Segment Start: Information provided
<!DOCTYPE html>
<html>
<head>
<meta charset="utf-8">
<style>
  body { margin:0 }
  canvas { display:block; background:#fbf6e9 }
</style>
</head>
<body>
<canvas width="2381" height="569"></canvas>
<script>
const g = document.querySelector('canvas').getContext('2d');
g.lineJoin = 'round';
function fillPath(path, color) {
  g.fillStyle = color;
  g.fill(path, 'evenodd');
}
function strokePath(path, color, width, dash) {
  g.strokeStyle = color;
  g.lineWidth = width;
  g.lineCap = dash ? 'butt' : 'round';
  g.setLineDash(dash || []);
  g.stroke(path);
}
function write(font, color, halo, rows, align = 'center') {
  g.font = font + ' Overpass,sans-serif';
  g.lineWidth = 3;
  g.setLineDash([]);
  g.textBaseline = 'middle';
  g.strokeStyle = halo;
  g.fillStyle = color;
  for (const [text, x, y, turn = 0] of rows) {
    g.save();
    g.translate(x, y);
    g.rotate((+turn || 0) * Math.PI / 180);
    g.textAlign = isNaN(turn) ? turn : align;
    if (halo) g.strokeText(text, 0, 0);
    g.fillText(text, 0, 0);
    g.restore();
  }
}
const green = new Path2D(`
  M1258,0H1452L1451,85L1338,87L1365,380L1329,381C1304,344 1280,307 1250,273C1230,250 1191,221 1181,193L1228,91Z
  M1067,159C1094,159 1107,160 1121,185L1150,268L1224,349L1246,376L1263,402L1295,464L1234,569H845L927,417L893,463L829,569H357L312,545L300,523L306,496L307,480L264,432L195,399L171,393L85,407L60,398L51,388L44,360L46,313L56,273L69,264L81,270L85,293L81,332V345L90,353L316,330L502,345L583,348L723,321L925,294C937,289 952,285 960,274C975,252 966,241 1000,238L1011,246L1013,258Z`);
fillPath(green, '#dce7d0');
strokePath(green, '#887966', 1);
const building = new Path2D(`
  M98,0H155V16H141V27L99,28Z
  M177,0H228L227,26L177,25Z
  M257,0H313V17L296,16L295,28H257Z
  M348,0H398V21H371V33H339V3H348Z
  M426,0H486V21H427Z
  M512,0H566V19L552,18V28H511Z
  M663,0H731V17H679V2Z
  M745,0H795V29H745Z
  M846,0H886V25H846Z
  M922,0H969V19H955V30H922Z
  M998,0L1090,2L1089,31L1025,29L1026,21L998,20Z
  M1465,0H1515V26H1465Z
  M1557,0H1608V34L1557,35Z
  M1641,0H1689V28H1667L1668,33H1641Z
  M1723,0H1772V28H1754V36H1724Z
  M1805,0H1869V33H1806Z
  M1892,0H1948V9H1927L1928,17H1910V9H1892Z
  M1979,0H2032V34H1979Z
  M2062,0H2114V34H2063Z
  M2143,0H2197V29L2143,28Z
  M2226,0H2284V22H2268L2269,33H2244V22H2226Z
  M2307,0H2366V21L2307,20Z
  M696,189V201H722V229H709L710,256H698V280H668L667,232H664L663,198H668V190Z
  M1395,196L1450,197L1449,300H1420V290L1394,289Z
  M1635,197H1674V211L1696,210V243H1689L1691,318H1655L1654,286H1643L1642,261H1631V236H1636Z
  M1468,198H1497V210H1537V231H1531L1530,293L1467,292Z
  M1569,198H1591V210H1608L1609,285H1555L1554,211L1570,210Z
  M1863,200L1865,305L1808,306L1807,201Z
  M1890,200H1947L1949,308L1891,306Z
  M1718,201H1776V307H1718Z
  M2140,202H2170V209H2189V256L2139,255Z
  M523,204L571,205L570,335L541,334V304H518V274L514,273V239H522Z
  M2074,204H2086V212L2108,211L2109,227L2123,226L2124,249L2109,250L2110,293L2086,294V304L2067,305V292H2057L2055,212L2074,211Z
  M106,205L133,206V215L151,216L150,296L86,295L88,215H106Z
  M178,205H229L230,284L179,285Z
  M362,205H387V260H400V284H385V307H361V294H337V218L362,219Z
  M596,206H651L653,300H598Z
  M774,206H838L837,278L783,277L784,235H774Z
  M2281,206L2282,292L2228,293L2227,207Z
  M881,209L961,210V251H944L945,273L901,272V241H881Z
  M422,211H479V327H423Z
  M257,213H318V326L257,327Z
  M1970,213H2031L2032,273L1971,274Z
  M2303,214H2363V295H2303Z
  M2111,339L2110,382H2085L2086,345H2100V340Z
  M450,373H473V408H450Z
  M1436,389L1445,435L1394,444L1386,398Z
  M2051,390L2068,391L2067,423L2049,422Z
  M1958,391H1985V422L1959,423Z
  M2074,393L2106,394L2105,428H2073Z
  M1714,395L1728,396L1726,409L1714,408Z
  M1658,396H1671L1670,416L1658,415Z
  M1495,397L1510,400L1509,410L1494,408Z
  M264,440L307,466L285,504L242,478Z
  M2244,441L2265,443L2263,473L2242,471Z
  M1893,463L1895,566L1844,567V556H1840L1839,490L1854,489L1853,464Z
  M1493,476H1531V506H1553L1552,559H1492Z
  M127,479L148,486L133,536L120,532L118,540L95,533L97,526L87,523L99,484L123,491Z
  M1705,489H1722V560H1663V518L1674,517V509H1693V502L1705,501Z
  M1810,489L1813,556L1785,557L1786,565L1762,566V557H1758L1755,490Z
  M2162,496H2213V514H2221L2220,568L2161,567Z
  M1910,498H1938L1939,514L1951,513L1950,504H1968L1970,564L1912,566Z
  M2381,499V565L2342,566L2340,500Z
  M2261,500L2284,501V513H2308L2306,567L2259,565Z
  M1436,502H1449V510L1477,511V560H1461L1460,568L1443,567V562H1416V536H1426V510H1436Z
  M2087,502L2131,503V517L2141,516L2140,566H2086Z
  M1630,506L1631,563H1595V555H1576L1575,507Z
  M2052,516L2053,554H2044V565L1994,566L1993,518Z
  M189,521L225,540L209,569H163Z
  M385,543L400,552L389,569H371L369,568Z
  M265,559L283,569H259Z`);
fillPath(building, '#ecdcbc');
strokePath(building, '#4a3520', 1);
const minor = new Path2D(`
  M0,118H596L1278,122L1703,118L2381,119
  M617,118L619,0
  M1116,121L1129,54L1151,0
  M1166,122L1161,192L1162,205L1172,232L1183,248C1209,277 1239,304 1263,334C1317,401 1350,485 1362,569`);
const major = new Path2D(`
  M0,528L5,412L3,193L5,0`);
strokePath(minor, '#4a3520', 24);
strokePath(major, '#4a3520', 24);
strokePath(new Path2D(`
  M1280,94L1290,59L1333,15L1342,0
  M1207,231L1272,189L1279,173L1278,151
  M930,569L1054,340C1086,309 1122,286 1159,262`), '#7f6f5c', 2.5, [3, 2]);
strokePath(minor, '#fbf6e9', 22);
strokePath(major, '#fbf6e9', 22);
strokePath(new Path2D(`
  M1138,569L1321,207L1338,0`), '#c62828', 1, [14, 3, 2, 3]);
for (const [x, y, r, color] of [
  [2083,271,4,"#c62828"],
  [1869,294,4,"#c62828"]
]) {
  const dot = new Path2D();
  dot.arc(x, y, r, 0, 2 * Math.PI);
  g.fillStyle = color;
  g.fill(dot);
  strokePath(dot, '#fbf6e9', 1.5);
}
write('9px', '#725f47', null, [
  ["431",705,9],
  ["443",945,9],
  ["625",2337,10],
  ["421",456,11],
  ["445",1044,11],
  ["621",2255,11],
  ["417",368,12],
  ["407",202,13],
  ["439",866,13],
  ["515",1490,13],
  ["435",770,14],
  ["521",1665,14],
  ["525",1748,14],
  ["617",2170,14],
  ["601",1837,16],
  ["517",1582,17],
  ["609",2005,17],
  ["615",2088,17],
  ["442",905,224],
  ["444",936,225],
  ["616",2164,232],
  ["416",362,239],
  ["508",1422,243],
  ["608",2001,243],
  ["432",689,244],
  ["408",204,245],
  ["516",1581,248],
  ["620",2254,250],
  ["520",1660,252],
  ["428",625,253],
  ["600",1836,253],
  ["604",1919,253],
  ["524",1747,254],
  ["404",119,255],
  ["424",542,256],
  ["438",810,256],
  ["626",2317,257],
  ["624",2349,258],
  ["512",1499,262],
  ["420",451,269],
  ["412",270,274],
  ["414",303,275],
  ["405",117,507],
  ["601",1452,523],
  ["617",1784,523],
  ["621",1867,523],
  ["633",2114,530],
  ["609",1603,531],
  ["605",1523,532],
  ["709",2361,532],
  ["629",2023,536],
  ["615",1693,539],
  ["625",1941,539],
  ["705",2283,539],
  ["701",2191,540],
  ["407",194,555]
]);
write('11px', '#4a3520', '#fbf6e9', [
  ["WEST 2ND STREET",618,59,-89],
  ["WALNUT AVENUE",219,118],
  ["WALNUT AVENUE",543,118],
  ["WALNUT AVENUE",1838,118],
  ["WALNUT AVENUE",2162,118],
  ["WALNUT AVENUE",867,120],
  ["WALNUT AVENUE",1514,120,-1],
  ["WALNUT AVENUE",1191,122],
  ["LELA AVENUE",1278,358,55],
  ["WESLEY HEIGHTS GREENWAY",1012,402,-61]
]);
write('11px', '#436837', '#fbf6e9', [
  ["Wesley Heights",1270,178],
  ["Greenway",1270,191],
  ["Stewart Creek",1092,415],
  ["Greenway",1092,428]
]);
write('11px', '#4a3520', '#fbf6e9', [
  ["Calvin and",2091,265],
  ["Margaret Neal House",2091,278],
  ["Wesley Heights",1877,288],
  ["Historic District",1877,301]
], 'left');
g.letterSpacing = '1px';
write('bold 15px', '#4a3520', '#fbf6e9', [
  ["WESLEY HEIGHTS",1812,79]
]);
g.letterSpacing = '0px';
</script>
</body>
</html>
Segment End: Information provided
Which lines above carry the string "font"? Copy those lines.

◆ Answer to this problem:
function write(font, color, halo, rows, align = 'center') {
  g.font = font + ' Overpass,sans-serif';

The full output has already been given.